第50話* 惜別

 そこにはオレンジの小型車があった。リアには障害者シールが貼ってある。運転席には姉が座っていた。姉がどや顔でウィンドウをあげる。


「いつの間に免許と車を? 驚いたな……」


「へへっ、その顔が見たかったんだよー。ささ、寒いから助手席座って」


「ああ」


 日中の嵐は収まったもののまだまだ雪は降り積もる。この時間の気温はただでさえ低い上に、低温注意報が出るほどの寒さだった。僕は助手席に滑り込む。


「ふーっ、あったかい」


「でしょ」


 いたずらっぽく笑う姉が眩しい。


「はいこれ」


 姉の手には温かい缶コーヒーがあった。それを受け取るとき僕と姉の指先が触れ合う。姉の手がビクッと震えた。僕はそれに気づかないふりをしてコーヒーを一口すする。姉も自分の缶コーヒーを開ける。


「でもどうしたんだ? こんな時間に」


「ん? うんまあちょっと寝られなくてね」


 そんな腫れぼったい目をしてちょっとも何もないだろう。


「ここだけの話だけど……」


「ん?」


「僕の論文に教授が注目して、それを糸口に更に新しい治療法ができそうなんだ」


「えっすごい」


「これによって姉さんはもう寛解ではない、完全な治癒への道が開けたことになる」


「そうなんだ…… ありがと」


「そうすればもう姉さんは自由だ。

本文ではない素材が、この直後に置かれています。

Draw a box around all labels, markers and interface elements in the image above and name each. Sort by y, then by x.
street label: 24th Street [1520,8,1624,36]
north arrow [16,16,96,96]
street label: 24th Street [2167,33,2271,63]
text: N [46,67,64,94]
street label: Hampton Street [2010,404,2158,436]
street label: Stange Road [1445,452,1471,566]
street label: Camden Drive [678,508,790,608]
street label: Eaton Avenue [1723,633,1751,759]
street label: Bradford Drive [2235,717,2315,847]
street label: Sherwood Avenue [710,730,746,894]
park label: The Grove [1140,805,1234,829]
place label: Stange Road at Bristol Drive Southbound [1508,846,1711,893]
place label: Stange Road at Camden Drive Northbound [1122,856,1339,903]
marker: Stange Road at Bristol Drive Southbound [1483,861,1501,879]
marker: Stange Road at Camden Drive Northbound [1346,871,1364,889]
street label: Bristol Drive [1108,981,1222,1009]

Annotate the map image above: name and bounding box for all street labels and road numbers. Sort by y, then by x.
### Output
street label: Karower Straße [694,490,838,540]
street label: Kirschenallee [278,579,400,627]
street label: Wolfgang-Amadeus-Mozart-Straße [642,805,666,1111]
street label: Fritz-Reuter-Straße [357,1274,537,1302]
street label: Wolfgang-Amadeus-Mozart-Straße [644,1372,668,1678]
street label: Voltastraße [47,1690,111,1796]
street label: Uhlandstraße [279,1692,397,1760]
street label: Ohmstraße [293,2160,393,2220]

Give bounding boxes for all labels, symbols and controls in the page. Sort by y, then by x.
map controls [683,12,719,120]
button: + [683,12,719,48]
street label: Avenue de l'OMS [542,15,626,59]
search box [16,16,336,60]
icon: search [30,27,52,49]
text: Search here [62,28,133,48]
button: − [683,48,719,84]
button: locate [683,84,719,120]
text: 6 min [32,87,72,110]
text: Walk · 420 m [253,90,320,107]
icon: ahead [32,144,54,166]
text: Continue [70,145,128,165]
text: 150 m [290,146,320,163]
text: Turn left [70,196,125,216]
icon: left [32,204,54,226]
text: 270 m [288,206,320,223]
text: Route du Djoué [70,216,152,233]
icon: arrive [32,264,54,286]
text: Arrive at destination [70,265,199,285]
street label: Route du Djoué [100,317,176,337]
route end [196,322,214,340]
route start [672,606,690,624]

好きに生きればいい」


「好きに生きれば…… ね……」


 姉は寂し気に顔を伏せる。


「どうしたんだよ」


「今までさ、三十何年? 姉ちゃんって優斗と一緒に生きてきたわけじゃん」


「あ、ま、まあそうだな……」


「それがこれからはさ…… あーちゃんと過ごす時間が増えていって、いつかは姉ちゃんと過ごした時間を追い抜いていくんだね」


「……」


「ふふっ、そんなしみったれた顔すんなよ新郎」


「僕が小一の頃かな? 『ジャガーの道』憶えてるか?」


「懐かしい! 二人でよく見てたね! ズブロンギとの決戦なんか手に汗握っちゃったよ」


「ズブロンギとかよく憶えてたな。実際こたつの中で凄い手汗かいて僕の手握り締めてたもんな」


「あの時のゆーくんの手なんだか頼もしかったよ」


「そういう思い出ってさ、僕と彩寧では作れないんだと思うんだ」


「えっ?」


「子供の頃の、とかさ、青春時代の、とかの思い出ってこと。スキーとかホオズキ市とかクリスマスとかバレンタインとか。僕たちもういい大人だから」


「優斗……」


「だから僕たちの中にある一番輝いていた頃の思い出はかけがえのないものなんだ。これからの僕たちにあるのは職場での人間関係のつまんない悩みとか、住宅ローンの償還とか、子供の教育だとか、親の介護とか、そんなんばっかだよ」


「うん、そっか、ありがと……」


 姉は缶コーヒーを一気に半分くらい開けるとほうとため息を吐いた。


「どれもこれもいい思い出たちばっかりだったねえ……」


「そうだな……」


「キラキラしてる……」


「そうだな……」


「でももうおしまいなんだね……」


「どうやらそうみたいだ」


「今まで本当にありがと。優斗がいなかったらあたしだめになってた」


「役に立てたんならよかったよ」


「うん、すごい役に立った。どんな医者より頼りになった。おまけに本当に治療法を見つけちゃうし。天才かよ」


「天才じゃないよ。姉さんを救いたい一心だった」


 目が合う。瞳が視線と視線が絡み合う。そうだ、僕の今までの人生は全てこの女性一人に捧げていた。ヤングケアラーとして、医師として。そしてそれは…… その想いは……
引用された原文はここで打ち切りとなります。